Free press vies for ratings share

Serbia's opposition media, a key to change in the country, are dogged by problems.

From Belgrade's tallest skyscraper, in offices that have the typical bustle of a newsroom, Studio B reaches 3.5 million viewers with a different brand of news from the state-run competition.

The TV station has covered demonstrations that have sprouted up in southern Serbia. And the economic woes besetting Yugoslavia have been given ample air time, too.

But despite Studio B's efforts to tell what's really happening in Yugoslavia, the TV station has its own image problem.

Studio B is widely viewed by Belgraders as being "Vuk Draskovic's station" - Mr. Draskovic being the well-known leader of the opposition Serbian Renewal Movement, which is the primary party in a municipal government that owns Studio B. In its broadcasts, Studio B tends to ignore Draskovic's political rivals, such as the Democratic Party or the Alliance for Change.

This is one of several problems dogging Serbia's opposition media, seen as key instruments for providing communication among opposition members and building sentiment for change in the country. While they are robust and feisty, the opposition media lack market penetration, especially in Serbia's hinterland. And financial worries are never far away.

Access to independent media

Dragan Kojadinovic, the managing editor of Studio B, estimates that some 40 percent of Serbs don't have access to independent media - in either print or electronic form. That layer of population is left with Radio Television Serbia, or RTS, which is known as pro-regime in its political orientation.

Much of independent media reaches a small audience. Vreme, for example, is a respected independent weekly that has created waves with articles such as one about the growing movement for Milosevic to resign. But the publication has a circulation of only 20,000.

Many say the biggest problem is that a self-financing, capitalistic model of independent media does not exist in Serbia. Advertising culture is still in its infancy compared with the West because Serbia has still not undergone privatization.

"Right now, we don't have one ad in our paper," says Philip Shvarm, managing editor of Vreme.

A commercial is still a rare and short-lived event on Serbian television.

Without advertising, independent radio and television stations are dependent on government for financing - in this case, opposition-controlled municipal government instead of republic or federal government.

Editorial policy at municipal-controlled stations is subject to who wins elections at the municipal level. For example, Osenia Batakovic, managing editor at Radio Pancevo outside of Belgrade, was fired from her job in 1992 because her editing vision "did not please those in power. When the opposition won, I was called back."

Another source of financing is NGOs that support free and unbiased media. A number of opposition papers, such as Danes and Vreme in Belgrade, are partially funded by The Fund for Open Society, an organization financed by George Soros, an international financier.

Foreign influences?

"We have been accused of catering to foreign interests and even of being traitors for receiving this money, but there's no other way for us to survive," said Mr. Shvarm of Vreme.

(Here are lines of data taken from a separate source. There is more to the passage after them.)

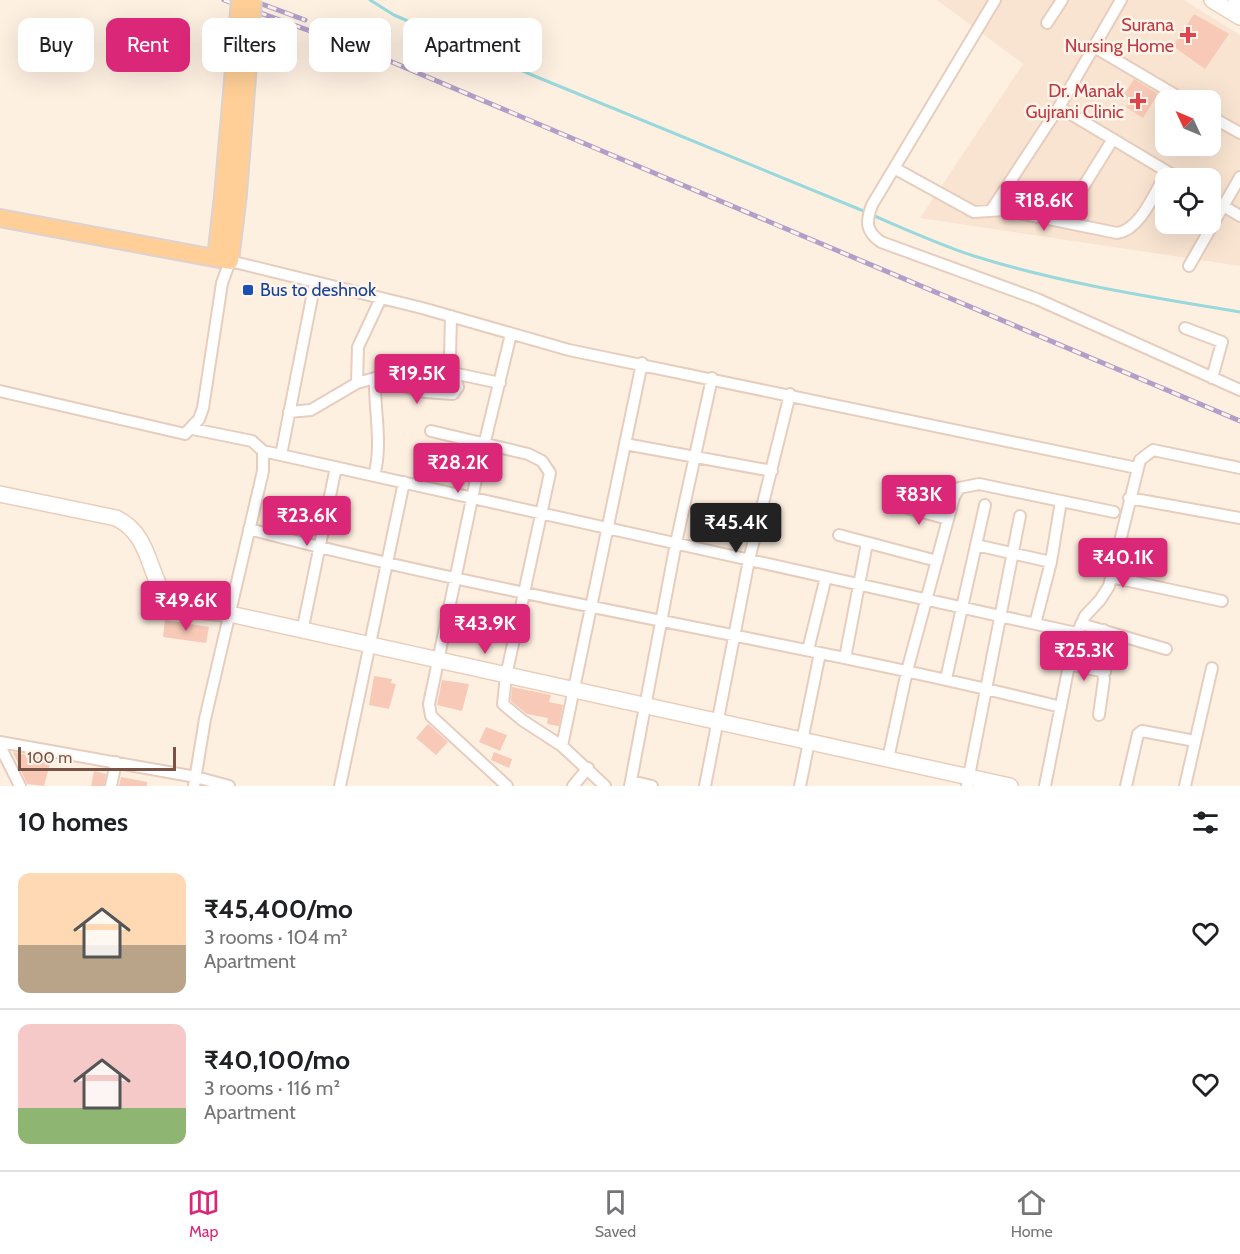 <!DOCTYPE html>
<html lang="en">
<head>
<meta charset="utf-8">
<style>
	:root { --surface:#fff; --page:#f6f6f6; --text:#202124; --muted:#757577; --line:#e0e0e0; --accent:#db2777 }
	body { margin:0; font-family:Cabin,sans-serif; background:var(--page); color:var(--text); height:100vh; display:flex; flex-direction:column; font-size:22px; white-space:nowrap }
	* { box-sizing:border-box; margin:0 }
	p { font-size:20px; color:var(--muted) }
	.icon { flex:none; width:33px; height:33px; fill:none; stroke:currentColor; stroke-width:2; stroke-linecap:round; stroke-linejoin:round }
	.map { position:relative; height:786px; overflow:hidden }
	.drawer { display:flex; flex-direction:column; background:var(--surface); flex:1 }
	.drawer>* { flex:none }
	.guide { position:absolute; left:18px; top:18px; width:600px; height:54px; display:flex; gap:12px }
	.needle { width:39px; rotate:314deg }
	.buttons { position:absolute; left:1155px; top:90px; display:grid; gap:12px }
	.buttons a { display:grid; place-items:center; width:66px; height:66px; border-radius:12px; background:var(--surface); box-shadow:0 6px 24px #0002; font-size:30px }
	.scale { position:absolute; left:18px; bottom:15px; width:158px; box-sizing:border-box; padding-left:6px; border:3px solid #785345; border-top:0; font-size:16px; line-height:21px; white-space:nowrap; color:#785345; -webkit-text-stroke:4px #fff4e9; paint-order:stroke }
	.price { position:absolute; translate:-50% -51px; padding:0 14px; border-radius:6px; background:var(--accent); color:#fff; font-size:20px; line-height:39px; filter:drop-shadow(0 2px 3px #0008) }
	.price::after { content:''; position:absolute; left:50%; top:36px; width:18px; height:14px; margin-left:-9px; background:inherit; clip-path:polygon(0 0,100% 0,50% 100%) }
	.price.on { background:#222; color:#fff }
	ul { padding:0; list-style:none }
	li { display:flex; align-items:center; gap:18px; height:150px; padding:0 18px }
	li+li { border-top:2px solid var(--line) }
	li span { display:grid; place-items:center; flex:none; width:168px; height:120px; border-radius:12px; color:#555 }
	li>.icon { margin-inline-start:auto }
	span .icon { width:72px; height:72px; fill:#fffc; stroke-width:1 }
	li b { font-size:26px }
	h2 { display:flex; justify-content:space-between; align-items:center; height:72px; padding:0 18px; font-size:26px }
	.tag { padding:0 21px; border-radius:12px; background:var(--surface); box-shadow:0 6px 24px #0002; font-size:21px; line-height:54px }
	.tag.on { background:var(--accent); color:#fff }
	.menu { display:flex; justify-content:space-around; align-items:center; height:84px; border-top:2px solid var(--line); background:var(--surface); font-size:16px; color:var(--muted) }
	.menu a { display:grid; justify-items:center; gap:3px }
	.menu .on { color:var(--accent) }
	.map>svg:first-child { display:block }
	.residential { fill:#f9e4d1; fill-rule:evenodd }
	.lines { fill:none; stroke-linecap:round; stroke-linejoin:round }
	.stream { stroke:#99d8dd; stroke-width:3 }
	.building { fill:#f7c9b6 }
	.street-casing { stroke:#e6cdbe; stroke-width:14 }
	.secondary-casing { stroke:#ebcdbb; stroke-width:18 }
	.primary-casing { stroke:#dcd2cf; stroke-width:20 }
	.street { stroke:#fff; stroke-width:10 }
	.secondary { stroke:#fff; stroke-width:15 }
	.primary { stroke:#ffcf97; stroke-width:16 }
	.rail-casing { stroke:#b19fc9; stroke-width:5 }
	.rail { stroke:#fff4e9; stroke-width:3; stroke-dasharray:9; stroke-linecap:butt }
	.primary-bridge-casing { stroke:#dcd2cf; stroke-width:20; stroke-linecap:butt }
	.primary-bridge { stroke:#ffcf97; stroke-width:16 }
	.health-dot { fill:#e0444e; stroke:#fff4e9; stroke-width:2 }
	.transit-dot { fill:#1a4fb4; stroke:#fff4e9; stroke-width:2 }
	.labels { text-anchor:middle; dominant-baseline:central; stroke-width:5; stroke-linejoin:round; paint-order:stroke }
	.health-label { font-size:18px; fill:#be3a42; stroke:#fff4e9; text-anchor:end }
	.transit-label { font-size:18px; fill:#164399; stroke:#fff4e9; text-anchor:start }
</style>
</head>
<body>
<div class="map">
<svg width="1240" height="786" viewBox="0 0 1240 786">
	<rect width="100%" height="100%" fill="#fef0e1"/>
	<!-- residential -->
	<path class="residential" d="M937,0H1184L1240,35V266L920,218L1023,64ZM1166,100H1210V146H1166ZM1166,178H1210V224H1166Z"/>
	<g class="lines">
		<!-- stream -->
		<path class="stream" d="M370,0L394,15L532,75L866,212
			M872,215C905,229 940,245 974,256C1060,283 1151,297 1240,312"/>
	</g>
	<!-- building -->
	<path class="building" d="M1194,14L1229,34L1205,69L1173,46Z
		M1134,79L1158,94L1143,118L1126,107L1131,100L1123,96Z
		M1212,126L1222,131L1210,147V128Z
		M165,620L209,627L206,643L163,637Z
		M374,676L392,679L391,683L396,684L389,709L369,705Z
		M442,680L469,684L462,711L437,705Z
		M512,687L551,695L549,702L563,705L559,726L547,724L548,718L527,714L511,701Z
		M428,724L448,742L436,755L416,738Z
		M486,727L507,735L500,751L479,742Z
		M13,752L51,760L44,786L27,784Z
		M494,752L512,759L509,768L491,760Z
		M94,771L106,774L104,786H91Z
		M121,777L147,782V786H119Z"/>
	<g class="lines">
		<!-- street casing -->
		<g class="street-casing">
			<path id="street" d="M995,0L872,205C866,221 865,231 881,242L1037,299L1240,390
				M1047,23L1062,0
				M1094,47L1184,100
				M1059,107L1178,178
				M1210,116L1240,133
				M894,168L974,212L1004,210L1117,233C1141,230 1155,191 1167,172
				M1210,198L1240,216
				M992,209L1059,107L1121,0
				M1062,221L1113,139
				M1189,266L1240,177
				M1185,328L1222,342L1212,378
				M453,373L500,383
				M357,383L358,347L381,298
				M0,391L185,434L199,419L203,408L222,283L230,261L422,308L569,350L1137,468
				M289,412L311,410L357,383L375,378L425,392L453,394L458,387L450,358L451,316
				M193,429L252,441L263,451V471L205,719L194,786
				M431,431L528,454L542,461L550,473L506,676L503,704L522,720L562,746L605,786
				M625,444L772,471
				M263,451L1076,633
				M281,455L315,282
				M374,476C383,443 374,411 375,378
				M1129,498L1240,518
				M896,505L948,519
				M249,529C517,600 792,640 1061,707
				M839,535L937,561
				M976,545L1051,562
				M1111,577L1222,601
				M1035,624L1051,562L1061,501
				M1081,624L1166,649
				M302,632L336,467
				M808,650L826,577
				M845,658L867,543
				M1069,664L1105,672
				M946,679L985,505
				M1099,715L1104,679L1101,651L1104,630
				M802,741L820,653
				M0,742L196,777L229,786
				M0,746L20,786
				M562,746L642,363
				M888,759L907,671L954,497L959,488L979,484L1114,512
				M631,781L652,786
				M111,786L116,762
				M340,786L404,482
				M507,786L431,716L429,704L478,470L511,334
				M573,786L588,768
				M630,786L676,543L712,378
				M705,786L749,560L790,394
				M800,786L809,742
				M967,786L1020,516
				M1045,786L1074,640L1085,616L1100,600L1109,586L1140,460L1153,450L1240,468
				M1126,786L1138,734L1142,731L1195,741
				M1185,786L1212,668"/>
		</g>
		<!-- secondary casing -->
		<g class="secondary-casing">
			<path id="secondary" d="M1212,0L1240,17
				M1236,0L1240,2
				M0,494L116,518C156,537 146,586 175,604C188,612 214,612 230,614L1010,786"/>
		</g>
		<!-- primary casing -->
		<g class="primary-casing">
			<path id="primary" d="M0,218L230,261L238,194
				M216,258L223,196"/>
		</g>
		<!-- street -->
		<use href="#street" class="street"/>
		<!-- secondary -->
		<use href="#secondary" class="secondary"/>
		<!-- primary -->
		<use href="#primary" class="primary"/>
		<!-- rail casing -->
		<g class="rail-casing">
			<path id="rail" d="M224,0L366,51L1240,421
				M251,0L305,20"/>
		</g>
		<!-- rail -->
		<use href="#rail" class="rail"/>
		<!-- primary-bridge casing -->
		<g class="primary-bridge-casing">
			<path id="primary-bridge" d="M238,194L253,0
				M223,196L240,0"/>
		</g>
		<!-- primary-bridge -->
		<use href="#primary-bridge" class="primary-bridge"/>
	</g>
	<!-- markers -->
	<g class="health-dot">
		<path d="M1185 26h6v6h6v6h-6v6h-6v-6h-6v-6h6z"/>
		<path d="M1135 92h6v6h6v6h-6v6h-6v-6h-6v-6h6z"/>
	</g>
	<rect class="transit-dot" x="242" y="284" width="12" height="12" rx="3"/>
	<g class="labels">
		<!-- health labels -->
		<g class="health-label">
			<text x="1174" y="25">Surana<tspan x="1174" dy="21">Nursing Home</tspan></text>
			<text x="1124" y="91">Dr. Manak<tspan x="1124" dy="21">Gujrani Clinic</tspan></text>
		</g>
		<!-- transit labels -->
		<g class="transit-label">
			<text x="260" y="290">Bus to deshnok</text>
		</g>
	</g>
</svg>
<div class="buttons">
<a><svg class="needle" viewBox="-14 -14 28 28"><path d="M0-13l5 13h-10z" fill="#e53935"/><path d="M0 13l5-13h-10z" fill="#757577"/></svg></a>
<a><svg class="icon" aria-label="locate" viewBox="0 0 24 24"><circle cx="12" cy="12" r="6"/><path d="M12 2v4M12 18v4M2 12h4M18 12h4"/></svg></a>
</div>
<div class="scale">100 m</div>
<b class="price" style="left:1044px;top:232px">₹18.6K</b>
<b class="price" style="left:417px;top:405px">₹19.5K</b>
<b class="price" style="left:458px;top:494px">₹28.2K</b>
<b class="price" style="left:919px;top:526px">₹83K</b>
<b class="price" style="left:307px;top:547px">₹23.6K</b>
<b class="price on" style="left:736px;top:554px">₹45.4K</b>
<b class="price" style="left:1123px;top:589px">₹40.1K</b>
<b class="price" style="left:186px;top:632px">₹49.6K</b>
<b class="price" style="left:485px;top:655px">₹43.9K</b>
<b class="price" style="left:1084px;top:682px">₹25.3K</b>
<div class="guide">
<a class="tag">Buy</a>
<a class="tag on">Rent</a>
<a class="tag">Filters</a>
<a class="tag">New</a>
<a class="tag">Apartment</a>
</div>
</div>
<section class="drawer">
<h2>10 homes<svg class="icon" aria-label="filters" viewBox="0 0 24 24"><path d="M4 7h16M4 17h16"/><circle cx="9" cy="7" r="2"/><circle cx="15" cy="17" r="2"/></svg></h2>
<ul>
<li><span style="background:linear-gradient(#ffd9b3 60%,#b9a48a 0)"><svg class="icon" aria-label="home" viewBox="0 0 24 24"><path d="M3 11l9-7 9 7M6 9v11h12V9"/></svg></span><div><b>₹45,400/mo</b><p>3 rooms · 104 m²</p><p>Apartment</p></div><svg class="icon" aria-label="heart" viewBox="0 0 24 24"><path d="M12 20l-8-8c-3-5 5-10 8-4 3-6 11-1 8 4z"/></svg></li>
<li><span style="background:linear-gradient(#f6c9c9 70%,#8fb573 0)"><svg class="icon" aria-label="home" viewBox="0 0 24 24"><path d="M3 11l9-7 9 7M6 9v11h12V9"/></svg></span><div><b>₹40,100/mo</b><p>3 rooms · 116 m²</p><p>Apartment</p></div><svg class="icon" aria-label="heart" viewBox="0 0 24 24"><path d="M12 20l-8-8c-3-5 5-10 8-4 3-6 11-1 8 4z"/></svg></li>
</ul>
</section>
<nav class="menu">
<a class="on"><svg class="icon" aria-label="map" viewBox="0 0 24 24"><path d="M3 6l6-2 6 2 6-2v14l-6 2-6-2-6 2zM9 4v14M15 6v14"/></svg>Map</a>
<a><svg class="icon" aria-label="saved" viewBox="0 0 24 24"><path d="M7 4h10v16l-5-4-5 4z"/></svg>Saved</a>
<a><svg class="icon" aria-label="home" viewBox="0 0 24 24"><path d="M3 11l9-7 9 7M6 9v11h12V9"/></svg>Home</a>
</nav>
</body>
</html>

Shvarm and others say the biggest legal obstacle to reporting in Serbia is the notorious "Information Law," passed last October by the ruling coalition in Serbia made up of Socialists, Communists, and hard-right nationalists.

"The law holds the media responsible for statements made by third parties," explains. Shvarm.

If a newspaper, for example, quotes a politician accusing another politician of being corrupt, the accused politician can bring the media that broadcast the statement to court. The newspaper in question then bears the burden of proof to show that it is innocent.

Media have been fined as much as $40,000 under the Information Law, an astronomical sum for independent media in Serbia.

Limits to pushing envelope

Even independent media can only push the envelope so far. There has been very little coverage of what Serbs did in Kosovo aside from a stray article.

"There are things which are simply still too dangerous to print," said one editor. As an example, one editor offers, "which paramilitary units did what, where, and when."

The wartime assassination of Slavko Curuvija, editor of the now defunct weekly The European and a popular Belgrade figure, still serves as a reminder to other journalists. Mr. Curuvija was gunned down near his home after he was accused by a Belgrade columnist of being a traitor. The column was read on state-run television, and Curuvija was killed the following day.

Another tactic is for the government to raid a station on some technicality, according to Veran Matic, director of the Association of Independent Electronic Media.

Mr. Matic was also the director of the highly respected Belgrade radio station B-92, which was shut down immediately after NATO's bombing campaign began, ostensibly because its signal strength exceeded that allowed by its license. "They had already tried to shut us down three times in seven years, but the war provided an excellent opportunity," Matic said shortly after the station was shut down.

The station is back on the air, but with a government-friendly editorial policy and new staff. In an unusual move, Studio B is providing the old B-92 crew with a frequency, and the station will soon return to the airwaves as B292 in competition with B-92.

Still missing in Serbia are local broadcasts of foreign news programs, such as exist in Montenegro.

"Unlike in Serbia, we in Montenegro can hear 'Voice of America' and other foreign broadcasts, and we have a liberal press law," said Ljubisa Mitrovic, editor of Vjesti, the largest daily in Montenegro. "Montenegro's media, like Serbia's, are financed by the government, but the difference is that the government does not tell us what to do."